Is a Mosin the "Ideal" SHTF gun? Who knows. But for me, it as the top of my list for an all purpose go to gun that can handle anything that finds itself in front of it . I've owned 2 AK's, I've owned 2 AR's, 2 SKS's and countless other rifles that are too many to try and remember; and the simple Mosin is the one that has ALWAYS remained. I have sold some of them in the past, but I have ALWAYS kept at least one on hand. I have owned it longer than any other gun I have. And I have never felt guilty in not spending $1000 or more. For the price that I pay for one good quality AR, I can buy 4 tins of ammo and 4 91/30's.

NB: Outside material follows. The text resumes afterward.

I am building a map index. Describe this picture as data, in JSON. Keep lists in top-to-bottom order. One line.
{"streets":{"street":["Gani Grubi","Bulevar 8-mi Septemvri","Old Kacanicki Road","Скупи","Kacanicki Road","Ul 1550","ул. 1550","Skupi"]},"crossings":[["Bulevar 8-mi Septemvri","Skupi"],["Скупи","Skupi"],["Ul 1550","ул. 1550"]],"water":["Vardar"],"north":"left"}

In my mind, it is 1) Battle Proven in some of the most inhospitable environments on earth and is as reliable as a rifle can come 2) It has more than sufficient power to kill any human being on the planet and any animal on this continent 3) It is easy to work on, maintain and repair, and it is equally as easy to teach someone how to operate 4) It is inexpensive to purchase and inexpensive to run, especially given the performance of the round 5) The ammo availability is plentiful and the choices of ammo are broad 6) They come standard with bayonets. 7) See Number 6

The Mosin Nagant is not for everyone. Which is fine. That means more for me and my family. But for those that may show a little bit of "gun snobbery" toward the Mosin, know this; If I happen to miss you with those 5 rounds, I can always chase you down and shank the shit out of you from a good 6 feet away.


----------



## Notsoyoung (Dec 2, 2013)

And don't forget, it's fun to shoot! I do wonder if some of the criticism of the Mosin Nagant might be because some people think that it kicks too hard and it hurts their shoulder. If so, I say "TOUGHEN UP".


----------



## rice paddy daddy (Jul 17, 2012)

I have two Mosin Nagants as part of my milsurp collection. I like them, they are durable, they are adequate battle rifles.
However, the OP used the term SURVIAL weapon. Not for defending the homestead against drug crazed lunatic escapees from the city - that is AK duty.
For ME, the best survival rifle is a Winchester or Marlin 30-30 lever action. Much better all around than a Mosin, with only one exception - range.
Shorter, lighter, faster handling. Holds 6 rounds, faster to reload than a bolt action - faster to get off a second shot, too if need be. Enough power to stop deer, man, or even a moderately sized black bear.
No safety needed - half cock notch on the hammer does that. Easy to work the action for a leftie like me.


----------



## Gunner's Mate (Aug 13, 2013)

Yeah great little gun till Obama bans the import of foreign Ammo ( Russia / Urkraine ) hmmm You can bet that sanctions will stop the import of ammo permanently


----------



## SARGE7402 (Nov 18, 2012)

I was lucky to pick up a FN 1898 in 30-06 several years ago for just under $200. Sure it's a bolt gun 5 shot like the Moisin. But this one takes our own cartridge, I did locate a navy sleeve (that will allow me to shoot 308's) and it has a pretty good safety. But in this case I just plain got lucky


----------



## 2000ShadowACE (Jan 14, 2014)

I have a pair of 91/30s and love them. They are not. however, the ideal survival weapon. A 12 ga. shotgun fills that role much better. with bird shot, buck shot and slugs you can kill damn near anything on the planet. I have read articles where elephants have been take using copper solid slugs. Range might be a factor, but given my eyesight anything beyond 200 yards is perfectly safe anyway. That said, I;m taking the mosins to the range tomorrow to kill some paper.


----------



## bad (Feb 22, 2014)

I like the story in WW2 where early in the war the Soviets didn't have enough Mosin's so they issued them to the first wave of attacking troops with the second wave armed with a few stripper clip. Their job was to pick up a Mosin from a fallen comrade. Talk about desperation.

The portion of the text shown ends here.